Gating of hair cell Ca(2+) channels governs the activity of cochlear neurons.

Our sense of hearing processes sound intensities spanning six orders of magnitude. In the ear, the receptor potential of presynaptic inner hair cells (IHCs) covers the entire intensity range, while postsynaptic spiral ganglion neurons (SGNs) tile the range with their firing rate codes. IHCs vary the voltage dependence of Ca(2+) channel activation among their active zones (AZs), potentially diversifying SGN firing. Here, we tested this hypothesis in mice modeling the human Ca(V)1.3(A749G) mutation that causes low-voltage Ca(2+) channel activation.
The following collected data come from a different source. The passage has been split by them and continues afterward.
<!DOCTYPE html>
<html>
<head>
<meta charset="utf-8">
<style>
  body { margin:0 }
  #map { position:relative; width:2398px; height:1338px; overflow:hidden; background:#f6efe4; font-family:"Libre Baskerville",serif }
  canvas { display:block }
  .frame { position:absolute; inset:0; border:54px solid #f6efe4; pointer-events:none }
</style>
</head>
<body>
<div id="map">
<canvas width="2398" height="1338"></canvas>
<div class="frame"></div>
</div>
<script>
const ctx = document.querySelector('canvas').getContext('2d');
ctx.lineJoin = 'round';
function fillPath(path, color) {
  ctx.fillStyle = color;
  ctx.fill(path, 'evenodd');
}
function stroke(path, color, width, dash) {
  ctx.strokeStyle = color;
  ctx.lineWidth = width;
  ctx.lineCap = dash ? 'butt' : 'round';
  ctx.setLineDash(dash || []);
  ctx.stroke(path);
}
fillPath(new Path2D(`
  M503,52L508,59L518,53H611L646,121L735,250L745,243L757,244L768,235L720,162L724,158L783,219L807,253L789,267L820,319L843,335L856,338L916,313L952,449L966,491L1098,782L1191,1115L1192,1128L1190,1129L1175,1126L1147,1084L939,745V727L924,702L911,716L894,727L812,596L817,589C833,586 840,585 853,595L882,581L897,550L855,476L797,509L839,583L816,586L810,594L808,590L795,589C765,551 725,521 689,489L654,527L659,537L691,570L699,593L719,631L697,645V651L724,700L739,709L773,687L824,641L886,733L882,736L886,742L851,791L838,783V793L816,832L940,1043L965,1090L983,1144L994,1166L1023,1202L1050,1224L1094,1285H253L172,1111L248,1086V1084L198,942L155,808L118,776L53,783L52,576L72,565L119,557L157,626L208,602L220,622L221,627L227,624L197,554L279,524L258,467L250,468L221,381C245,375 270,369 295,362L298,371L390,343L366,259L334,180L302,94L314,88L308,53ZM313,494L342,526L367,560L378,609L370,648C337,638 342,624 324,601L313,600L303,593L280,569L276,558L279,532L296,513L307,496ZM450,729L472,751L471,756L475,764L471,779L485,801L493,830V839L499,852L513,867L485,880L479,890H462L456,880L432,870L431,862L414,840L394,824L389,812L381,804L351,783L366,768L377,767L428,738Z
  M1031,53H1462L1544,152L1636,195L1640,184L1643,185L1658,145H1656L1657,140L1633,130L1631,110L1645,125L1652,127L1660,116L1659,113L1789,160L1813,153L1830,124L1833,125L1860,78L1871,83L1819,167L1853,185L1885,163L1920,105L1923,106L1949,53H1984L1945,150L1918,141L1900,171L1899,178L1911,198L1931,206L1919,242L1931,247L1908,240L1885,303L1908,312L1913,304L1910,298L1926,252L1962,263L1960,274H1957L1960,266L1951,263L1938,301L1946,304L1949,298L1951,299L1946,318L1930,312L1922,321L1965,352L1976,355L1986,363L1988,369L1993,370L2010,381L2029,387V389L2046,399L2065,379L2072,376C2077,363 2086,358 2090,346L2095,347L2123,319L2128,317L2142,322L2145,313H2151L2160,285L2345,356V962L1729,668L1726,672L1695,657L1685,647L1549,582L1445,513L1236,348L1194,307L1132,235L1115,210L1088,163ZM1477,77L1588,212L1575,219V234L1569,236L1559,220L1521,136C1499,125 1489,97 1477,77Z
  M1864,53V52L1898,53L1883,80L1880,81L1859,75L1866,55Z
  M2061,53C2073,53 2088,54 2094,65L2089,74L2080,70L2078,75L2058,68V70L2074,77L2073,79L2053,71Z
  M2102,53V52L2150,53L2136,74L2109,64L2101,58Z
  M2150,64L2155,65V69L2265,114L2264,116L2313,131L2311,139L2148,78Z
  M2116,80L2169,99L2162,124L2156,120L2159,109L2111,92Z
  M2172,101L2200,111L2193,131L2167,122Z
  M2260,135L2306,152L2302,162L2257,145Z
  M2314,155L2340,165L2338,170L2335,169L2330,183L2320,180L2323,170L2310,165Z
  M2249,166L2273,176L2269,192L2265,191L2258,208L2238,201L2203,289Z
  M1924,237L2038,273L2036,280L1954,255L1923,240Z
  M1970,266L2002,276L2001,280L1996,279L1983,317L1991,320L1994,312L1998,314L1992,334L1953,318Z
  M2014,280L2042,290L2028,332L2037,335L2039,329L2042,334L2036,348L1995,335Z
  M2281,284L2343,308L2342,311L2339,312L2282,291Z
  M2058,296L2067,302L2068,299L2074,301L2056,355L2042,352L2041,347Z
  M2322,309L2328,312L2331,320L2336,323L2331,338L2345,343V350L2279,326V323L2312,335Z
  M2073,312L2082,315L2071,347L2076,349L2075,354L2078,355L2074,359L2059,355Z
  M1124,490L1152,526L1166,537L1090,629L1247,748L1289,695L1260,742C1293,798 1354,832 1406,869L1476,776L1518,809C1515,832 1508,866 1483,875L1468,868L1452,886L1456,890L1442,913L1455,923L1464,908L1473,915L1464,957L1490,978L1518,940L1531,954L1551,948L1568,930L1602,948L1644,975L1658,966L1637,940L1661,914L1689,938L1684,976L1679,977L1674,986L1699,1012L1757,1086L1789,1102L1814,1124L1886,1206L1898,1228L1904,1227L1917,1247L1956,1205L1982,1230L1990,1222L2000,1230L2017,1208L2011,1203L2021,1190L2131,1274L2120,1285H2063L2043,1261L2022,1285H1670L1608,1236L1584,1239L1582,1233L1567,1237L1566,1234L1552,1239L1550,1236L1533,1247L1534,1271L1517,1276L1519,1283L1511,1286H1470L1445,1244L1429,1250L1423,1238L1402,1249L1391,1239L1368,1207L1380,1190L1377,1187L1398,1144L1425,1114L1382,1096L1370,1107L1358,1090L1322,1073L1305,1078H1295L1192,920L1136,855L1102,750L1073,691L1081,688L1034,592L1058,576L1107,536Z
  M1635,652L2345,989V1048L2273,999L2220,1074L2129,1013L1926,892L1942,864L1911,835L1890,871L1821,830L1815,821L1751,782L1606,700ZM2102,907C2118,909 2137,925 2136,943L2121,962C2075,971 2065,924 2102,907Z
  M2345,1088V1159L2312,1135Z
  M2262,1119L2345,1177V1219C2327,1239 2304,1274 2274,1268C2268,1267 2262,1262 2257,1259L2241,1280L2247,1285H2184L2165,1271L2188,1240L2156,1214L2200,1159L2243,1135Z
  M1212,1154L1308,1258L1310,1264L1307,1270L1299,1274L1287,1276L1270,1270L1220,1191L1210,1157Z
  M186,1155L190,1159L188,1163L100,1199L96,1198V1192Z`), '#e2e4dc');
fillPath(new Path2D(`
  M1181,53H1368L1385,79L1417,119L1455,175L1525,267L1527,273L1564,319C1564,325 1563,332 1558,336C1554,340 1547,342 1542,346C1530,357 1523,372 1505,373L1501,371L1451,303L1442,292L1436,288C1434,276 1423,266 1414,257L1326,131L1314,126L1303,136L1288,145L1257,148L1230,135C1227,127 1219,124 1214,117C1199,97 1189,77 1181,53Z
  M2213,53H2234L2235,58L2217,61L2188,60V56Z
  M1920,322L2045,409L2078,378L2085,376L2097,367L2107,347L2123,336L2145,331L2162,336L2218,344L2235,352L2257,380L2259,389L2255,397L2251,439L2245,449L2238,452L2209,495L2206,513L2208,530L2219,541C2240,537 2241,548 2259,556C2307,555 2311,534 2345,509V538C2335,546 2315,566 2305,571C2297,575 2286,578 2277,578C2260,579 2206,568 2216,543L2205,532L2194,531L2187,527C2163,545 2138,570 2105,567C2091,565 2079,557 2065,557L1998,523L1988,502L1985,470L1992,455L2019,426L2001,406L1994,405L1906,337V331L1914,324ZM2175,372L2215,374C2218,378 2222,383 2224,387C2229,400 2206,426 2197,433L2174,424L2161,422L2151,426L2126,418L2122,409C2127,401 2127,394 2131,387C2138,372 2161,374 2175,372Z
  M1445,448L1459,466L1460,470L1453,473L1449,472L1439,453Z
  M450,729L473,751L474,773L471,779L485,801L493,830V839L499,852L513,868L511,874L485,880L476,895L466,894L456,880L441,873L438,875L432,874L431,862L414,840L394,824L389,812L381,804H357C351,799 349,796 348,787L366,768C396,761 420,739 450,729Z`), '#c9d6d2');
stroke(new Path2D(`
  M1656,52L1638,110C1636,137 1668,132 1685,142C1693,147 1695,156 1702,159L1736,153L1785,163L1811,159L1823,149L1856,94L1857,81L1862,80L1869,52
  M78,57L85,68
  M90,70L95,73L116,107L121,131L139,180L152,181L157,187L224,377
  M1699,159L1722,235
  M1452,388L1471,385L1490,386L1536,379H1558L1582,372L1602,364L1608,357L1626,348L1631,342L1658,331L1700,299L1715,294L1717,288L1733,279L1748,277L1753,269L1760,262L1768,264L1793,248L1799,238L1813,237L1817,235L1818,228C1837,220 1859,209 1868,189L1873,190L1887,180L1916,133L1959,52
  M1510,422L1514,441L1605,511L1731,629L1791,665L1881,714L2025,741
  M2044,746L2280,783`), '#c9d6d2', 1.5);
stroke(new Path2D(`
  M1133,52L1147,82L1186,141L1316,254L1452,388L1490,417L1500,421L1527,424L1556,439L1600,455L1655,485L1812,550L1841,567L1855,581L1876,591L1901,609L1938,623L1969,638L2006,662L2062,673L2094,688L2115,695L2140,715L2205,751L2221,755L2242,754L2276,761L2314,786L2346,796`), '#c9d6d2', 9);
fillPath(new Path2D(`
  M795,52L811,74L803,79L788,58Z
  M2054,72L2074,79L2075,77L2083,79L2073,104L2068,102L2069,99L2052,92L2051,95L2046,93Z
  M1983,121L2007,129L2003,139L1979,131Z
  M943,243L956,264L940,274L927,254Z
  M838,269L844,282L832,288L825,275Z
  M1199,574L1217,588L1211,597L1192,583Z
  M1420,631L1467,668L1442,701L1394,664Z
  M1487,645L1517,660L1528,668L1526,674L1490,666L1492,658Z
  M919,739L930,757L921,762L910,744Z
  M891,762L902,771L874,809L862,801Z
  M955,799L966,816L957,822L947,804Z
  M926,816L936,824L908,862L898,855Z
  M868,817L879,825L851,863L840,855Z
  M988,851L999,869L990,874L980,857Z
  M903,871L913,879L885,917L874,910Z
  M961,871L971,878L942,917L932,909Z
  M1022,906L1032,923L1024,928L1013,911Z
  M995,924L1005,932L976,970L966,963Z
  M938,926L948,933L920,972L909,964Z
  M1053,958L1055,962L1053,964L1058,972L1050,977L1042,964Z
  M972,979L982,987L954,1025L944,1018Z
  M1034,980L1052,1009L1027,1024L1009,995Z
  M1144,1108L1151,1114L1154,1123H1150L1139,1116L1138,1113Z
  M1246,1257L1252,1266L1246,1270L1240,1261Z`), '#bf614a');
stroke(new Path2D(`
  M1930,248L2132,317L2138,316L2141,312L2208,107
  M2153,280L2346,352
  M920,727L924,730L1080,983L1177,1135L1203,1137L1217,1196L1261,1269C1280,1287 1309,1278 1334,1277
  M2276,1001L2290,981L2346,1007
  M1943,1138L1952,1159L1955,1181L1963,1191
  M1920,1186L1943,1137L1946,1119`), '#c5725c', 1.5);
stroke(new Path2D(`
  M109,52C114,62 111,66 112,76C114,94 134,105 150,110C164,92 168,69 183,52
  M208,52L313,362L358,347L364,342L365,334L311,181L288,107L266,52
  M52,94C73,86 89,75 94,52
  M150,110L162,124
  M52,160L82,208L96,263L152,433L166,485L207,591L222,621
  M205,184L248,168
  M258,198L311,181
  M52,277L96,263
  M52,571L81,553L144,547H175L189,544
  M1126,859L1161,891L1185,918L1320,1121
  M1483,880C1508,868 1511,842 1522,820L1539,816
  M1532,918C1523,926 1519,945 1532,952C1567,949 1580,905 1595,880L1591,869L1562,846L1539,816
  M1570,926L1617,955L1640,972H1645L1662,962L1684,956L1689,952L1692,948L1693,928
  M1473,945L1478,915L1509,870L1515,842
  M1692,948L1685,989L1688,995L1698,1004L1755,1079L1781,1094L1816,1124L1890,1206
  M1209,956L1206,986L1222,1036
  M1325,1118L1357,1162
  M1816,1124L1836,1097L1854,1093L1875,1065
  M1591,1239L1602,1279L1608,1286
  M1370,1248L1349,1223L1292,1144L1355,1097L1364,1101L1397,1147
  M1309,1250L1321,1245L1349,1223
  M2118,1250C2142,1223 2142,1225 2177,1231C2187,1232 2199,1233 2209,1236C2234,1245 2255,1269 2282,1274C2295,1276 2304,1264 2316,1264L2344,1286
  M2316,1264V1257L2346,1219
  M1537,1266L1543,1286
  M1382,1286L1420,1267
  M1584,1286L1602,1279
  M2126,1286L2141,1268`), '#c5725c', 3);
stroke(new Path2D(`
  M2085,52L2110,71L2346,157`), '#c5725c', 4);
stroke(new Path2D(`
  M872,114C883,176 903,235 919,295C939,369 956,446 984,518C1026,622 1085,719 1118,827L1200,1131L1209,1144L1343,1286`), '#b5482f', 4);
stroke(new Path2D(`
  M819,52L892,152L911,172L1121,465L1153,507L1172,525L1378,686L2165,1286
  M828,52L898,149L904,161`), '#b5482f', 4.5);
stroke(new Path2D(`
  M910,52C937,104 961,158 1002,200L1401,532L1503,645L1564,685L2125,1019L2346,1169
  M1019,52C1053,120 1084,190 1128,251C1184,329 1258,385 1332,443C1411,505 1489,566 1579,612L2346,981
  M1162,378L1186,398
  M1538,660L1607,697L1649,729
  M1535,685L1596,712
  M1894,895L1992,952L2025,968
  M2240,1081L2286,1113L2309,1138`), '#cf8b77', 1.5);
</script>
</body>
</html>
We demonstrate activation of Ca(2+) influx and glutamate release of IHC AZs at lower voltages, increased spontaneous firing in SGNs, and lower sound threshold of Ca(V)1.3(A749G/A749G) mice. Loss of synaptic ribbons in IHCs at ambient sound levels of mouse husbandry indicates that low-voltage Ca(2+) channel activation poses a risk for noise-induced synaptic damage. We propose that the heterogeneous voltage dependence of Ca(V)1.3 activation among presynaptic IHC AZs contributes to the diversity of firing among the postsynaptic SGNs.